Porte bonheur
Des larmes roulèrent sur ses joues rosies par la fraicheur nocturne. Jamais elle n'aurait su s'endormir dans cette folie humaine. Après pareille venue funeste, personne ne l'aurait supporté. Son regard plongea vaguement vers les cieux. Quant à sa main, elle se referma sur la petite boite à musique qui continuait à chantonner la berceuse qu'elle ne pourrait plus écouter de la même manière qu'auparavant. La touchant du bout de ses naseaux, Stormy tenta de la réconforter, ne serait-ce qu'un petit peu. Mais cette tentative demeura vaine, il était tout simplement trop tard.
Plus tôt dans la journée
- Allez, viens vite, on va finir par être en retard et rater le début de la course ! Dépêche toi, je veux être sur la ligne d'arrivée !
- Avant cela, il faudrait que tu sois sur la ligne de départ !

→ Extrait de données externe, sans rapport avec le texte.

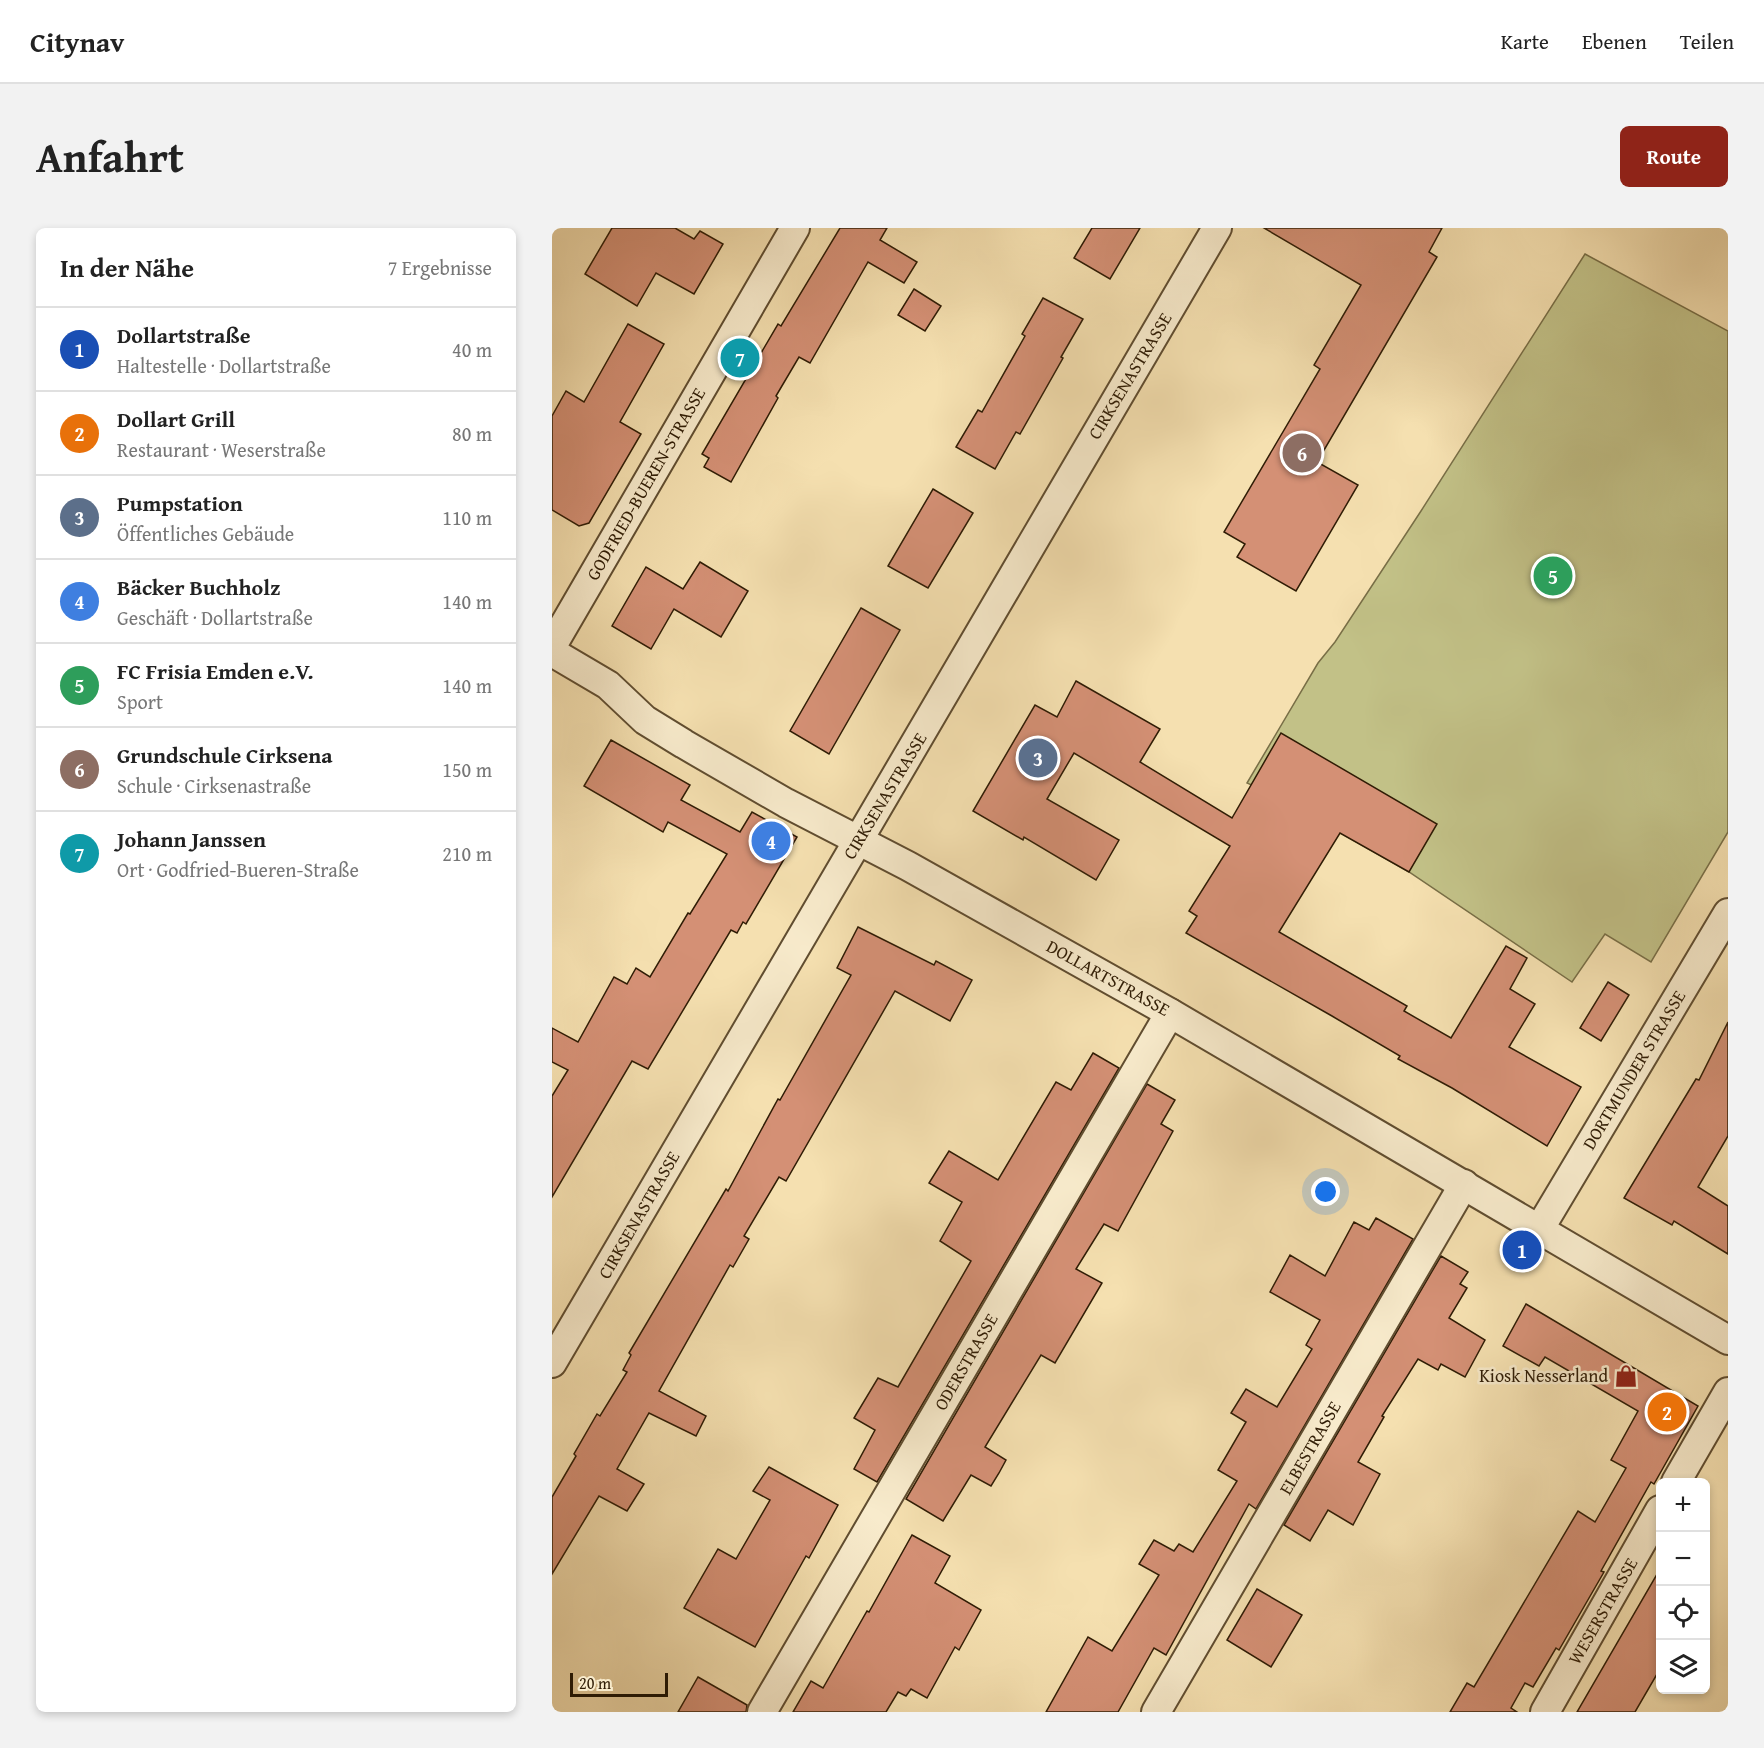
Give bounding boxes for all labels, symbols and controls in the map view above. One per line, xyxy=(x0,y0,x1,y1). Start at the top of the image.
text: Citynav xyxy=(30,21,124,62)
text: Karte xyxy=(1501,26,1549,57)
text: Ebenen xyxy=(1582,26,1647,57)
text: Teilen xyxy=(1680,26,1734,57)
text: Anfahrt xyxy=(36,126,184,187)
button: Route xyxy=(1620,126,1728,187)
text: In der Nähe xyxy=(60,248,194,287)
text: 7 Ergebnisse xyxy=(388,253,492,282)
street label: CIRKSENASTRASSE xyxy=(1081,307,1178,444)
text: Dollartstraße xyxy=(117,319,250,351)
text: 1 xyxy=(74,335,85,364)
text: 40 m xyxy=(452,335,492,364)
pin: 7 xyxy=(720,336,759,380)
text: Haltestelle · Dollartstraße xyxy=(117,351,331,380)
street label: GODFRIED-BUEREN-STRASSE xyxy=(579,382,712,585)
text: Dollart Grill xyxy=(117,403,235,435)
text: 2 xyxy=(74,419,85,448)
text: 80 m xyxy=(452,419,492,448)
pin: 6 xyxy=(1282,430,1322,476)
text: Restaurant · Weserstraße xyxy=(117,435,326,464)
text: Pumpstation xyxy=(117,487,243,519)
text: 3 xyxy=(74,503,85,532)
text: 110 m xyxy=(442,503,492,532)
text: Öffentliches Gebäude xyxy=(117,519,294,548)
pin: 5 xyxy=(1534,554,1572,598)
text: Bäcker Buchholz xyxy=(117,571,281,603)
text: 4 xyxy=(74,587,85,616)
text: 140 m xyxy=(442,587,492,616)
text: Geschäft · Dollartstraße xyxy=(117,603,313,632)
text: FC Frisia Emden e.V. xyxy=(117,655,313,687)
text: 5 xyxy=(74,671,85,700)
text: 140 m xyxy=(442,671,492,700)
text: Sport xyxy=(117,687,163,716)
street label: CIRKSENASTRASSE xyxy=(836,727,933,864)
pin: 3 xyxy=(1018,736,1058,780)
text: Grundschule Cirksena xyxy=(117,739,333,771)
text: 6 xyxy=(74,755,85,784)
text: 150 m xyxy=(442,755,492,784)
text: Schule · Cirksenastraße xyxy=(117,771,311,800)
pin: 4 xyxy=(752,818,790,864)
text: Johann Janssen xyxy=(117,823,266,855)
text: 7 xyxy=(74,839,85,868)
text: 210 m xyxy=(442,839,492,868)
text: Ort · Godfried-Bueren-Straße xyxy=(117,855,359,884)
street label: DOLLARTSTRASSE xyxy=(1042,932,1175,1023)
street label: DORTMUNDER STRASSE xyxy=(1575,985,1692,1155)
street label: CIRKSENASTRASSE xyxy=(591,1146,686,1284)
your location xyxy=(1311,1177,1340,1206)
pin: 1 xyxy=(1502,1228,1542,1272)
street label: ODERSTRASSE xyxy=(927,1308,1004,1415)
place label: Kiosk Nesserland xyxy=(1479,1362,1608,1389)
shop icon: Kiosk Nesserland xyxy=(1613,1363,1639,1389)
pin: 2 xyxy=(1648,1390,1686,1434)
street label: ELBESTRASSE xyxy=(1272,1396,1347,1500)
map controls xyxy=(1656,1478,1710,1694)
button: + xyxy=(1656,1478,1710,1532)
button: − xyxy=(1656,1532,1710,1586)
street label: WESERSTRASSE xyxy=(1561,1552,1644,1669)
button: locate xyxy=(1656,1586,1710,1640)
button: layers xyxy=(1656,1640,1710,1694)
scale bar xyxy=(570,1670,668,1698)
text: 20 m xyxy=(579,1671,611,1695)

Terminant de pivoter la clef dans la serrure, sellant ainsi l'entrée de sa demeure, la jeune femme expira de soulagement. Après cette journée, elle n'entendrait plus jamais parlé de cette maudite course de vitesse à laquelle devait participer son protégé, son bébé. D'où venait-il, elle l'avait toujours ignorée et sans doute l'ignorerait-elle toujours. Elle savait juste qu'elle l'avait sorti de l'enfer de flammes d'un incendie, alors qu'il n'était encore qu'un nourrisson. Aucun autre corps ne fut retrouvé dans les décombres ce jour là, de telle manière que le mystère fut clos et mis sans suite. Ses pensées vagabondant au loin dans ses souvenirs, elle ne sentit pas la présence du petit jockey qui, profitant de la situation, lui fit faire un bond de sursaut.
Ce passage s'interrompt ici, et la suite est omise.